The crystal grows down toward the planet’s core. The chamber’s walls are stacked with mining machines to carve the standard sizes for portables and ships, then shipped out across the Republic, heavily tracked to limit black market trade. Revenue is collected to maintain the nurseries, healthcare, and security.

Entering Slipspace by Drive or waygate is straightforward. It uses separate wormholes, temporarily made with magic barriers, electromagnetic forcefields, and gravity to let our universe’s matter travel through. Without the reinforcement, the matter is vaporized.

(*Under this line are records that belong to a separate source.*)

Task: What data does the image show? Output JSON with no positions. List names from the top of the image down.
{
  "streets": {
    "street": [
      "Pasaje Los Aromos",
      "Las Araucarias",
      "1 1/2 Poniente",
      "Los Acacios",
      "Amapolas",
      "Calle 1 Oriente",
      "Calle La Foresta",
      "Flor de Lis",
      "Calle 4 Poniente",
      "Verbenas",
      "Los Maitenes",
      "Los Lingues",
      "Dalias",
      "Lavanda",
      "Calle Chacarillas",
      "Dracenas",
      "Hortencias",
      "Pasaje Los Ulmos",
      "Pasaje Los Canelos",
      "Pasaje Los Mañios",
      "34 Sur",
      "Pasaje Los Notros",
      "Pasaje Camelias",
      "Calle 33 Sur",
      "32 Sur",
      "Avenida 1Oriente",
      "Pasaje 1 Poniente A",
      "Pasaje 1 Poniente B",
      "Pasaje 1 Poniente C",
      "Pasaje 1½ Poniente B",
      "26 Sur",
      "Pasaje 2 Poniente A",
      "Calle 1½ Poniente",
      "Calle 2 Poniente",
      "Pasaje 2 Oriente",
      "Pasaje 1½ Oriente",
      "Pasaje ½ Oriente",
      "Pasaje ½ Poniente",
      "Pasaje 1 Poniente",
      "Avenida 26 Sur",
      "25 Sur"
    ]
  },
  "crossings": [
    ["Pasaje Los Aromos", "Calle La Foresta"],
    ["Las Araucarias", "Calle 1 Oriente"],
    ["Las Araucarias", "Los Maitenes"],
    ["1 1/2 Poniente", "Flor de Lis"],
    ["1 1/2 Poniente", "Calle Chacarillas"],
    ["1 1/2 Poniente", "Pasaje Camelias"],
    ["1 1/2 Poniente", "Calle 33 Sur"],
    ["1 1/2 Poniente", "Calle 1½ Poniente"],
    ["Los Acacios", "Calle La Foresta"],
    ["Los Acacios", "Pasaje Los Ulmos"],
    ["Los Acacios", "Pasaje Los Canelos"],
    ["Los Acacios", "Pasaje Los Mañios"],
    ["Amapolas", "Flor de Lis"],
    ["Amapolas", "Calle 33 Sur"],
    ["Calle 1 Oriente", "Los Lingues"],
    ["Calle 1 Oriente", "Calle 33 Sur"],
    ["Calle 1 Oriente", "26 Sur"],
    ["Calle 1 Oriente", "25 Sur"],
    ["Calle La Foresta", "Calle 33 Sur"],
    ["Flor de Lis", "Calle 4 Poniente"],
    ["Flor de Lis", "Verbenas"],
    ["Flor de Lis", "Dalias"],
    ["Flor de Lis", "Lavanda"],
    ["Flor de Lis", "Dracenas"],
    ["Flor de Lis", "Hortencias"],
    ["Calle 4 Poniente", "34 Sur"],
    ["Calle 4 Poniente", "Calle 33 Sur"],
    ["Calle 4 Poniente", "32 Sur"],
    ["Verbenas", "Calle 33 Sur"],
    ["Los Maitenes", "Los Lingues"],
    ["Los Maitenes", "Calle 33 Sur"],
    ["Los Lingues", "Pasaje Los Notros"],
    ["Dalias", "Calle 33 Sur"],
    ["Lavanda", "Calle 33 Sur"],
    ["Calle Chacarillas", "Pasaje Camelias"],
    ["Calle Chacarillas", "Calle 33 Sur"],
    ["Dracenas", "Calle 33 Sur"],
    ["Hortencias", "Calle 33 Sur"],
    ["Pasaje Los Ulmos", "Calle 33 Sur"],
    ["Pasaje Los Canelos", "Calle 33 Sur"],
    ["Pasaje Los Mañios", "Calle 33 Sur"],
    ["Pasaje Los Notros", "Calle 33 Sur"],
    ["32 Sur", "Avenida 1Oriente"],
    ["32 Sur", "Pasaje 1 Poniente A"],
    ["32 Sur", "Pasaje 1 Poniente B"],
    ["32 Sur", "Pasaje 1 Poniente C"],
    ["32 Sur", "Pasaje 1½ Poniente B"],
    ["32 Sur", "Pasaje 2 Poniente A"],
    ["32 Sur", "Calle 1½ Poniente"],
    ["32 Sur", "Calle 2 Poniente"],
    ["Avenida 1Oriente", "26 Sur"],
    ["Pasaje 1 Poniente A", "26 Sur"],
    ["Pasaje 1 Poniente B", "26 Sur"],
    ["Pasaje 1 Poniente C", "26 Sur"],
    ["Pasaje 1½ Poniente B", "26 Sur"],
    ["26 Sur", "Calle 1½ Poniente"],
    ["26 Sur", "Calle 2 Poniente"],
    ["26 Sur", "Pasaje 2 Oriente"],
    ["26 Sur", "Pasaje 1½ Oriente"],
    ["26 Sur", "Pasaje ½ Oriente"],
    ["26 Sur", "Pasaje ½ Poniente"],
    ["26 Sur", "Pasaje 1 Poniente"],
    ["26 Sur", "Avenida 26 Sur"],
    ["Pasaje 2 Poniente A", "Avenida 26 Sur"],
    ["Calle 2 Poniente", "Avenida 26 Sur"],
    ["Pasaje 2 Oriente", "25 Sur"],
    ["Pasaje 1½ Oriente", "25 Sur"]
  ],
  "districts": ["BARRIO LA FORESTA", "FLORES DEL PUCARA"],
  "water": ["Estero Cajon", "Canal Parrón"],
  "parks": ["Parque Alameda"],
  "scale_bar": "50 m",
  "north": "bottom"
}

To create these wormholes, it starts with a cannon attachment to the Slipspace Drive, designed with the same principles as the nursery’s glyphs but without wizards to transmute crystals. The energy is pulled and builds with the necessary protection and entry/exit coordinates until shot out. Then the energy explodes into a wormhole rift toward the destination, where the ship is pulled through by gravity before it closes behind the ship.

But still, Slipspace travel is not perfect. There is the matter of navigation.

What people need to realize is that our place in the universe, or a house on the hill, or a single empty spot in space, nothing ever stops moving. And so does Slipspace. For example, when a wormhole is made, where is the exit point in Slipspace? Choosing where to exit without a map will either put you several yards from your entry point, in another system, in another government, or uncharted space, lightyears from civilization.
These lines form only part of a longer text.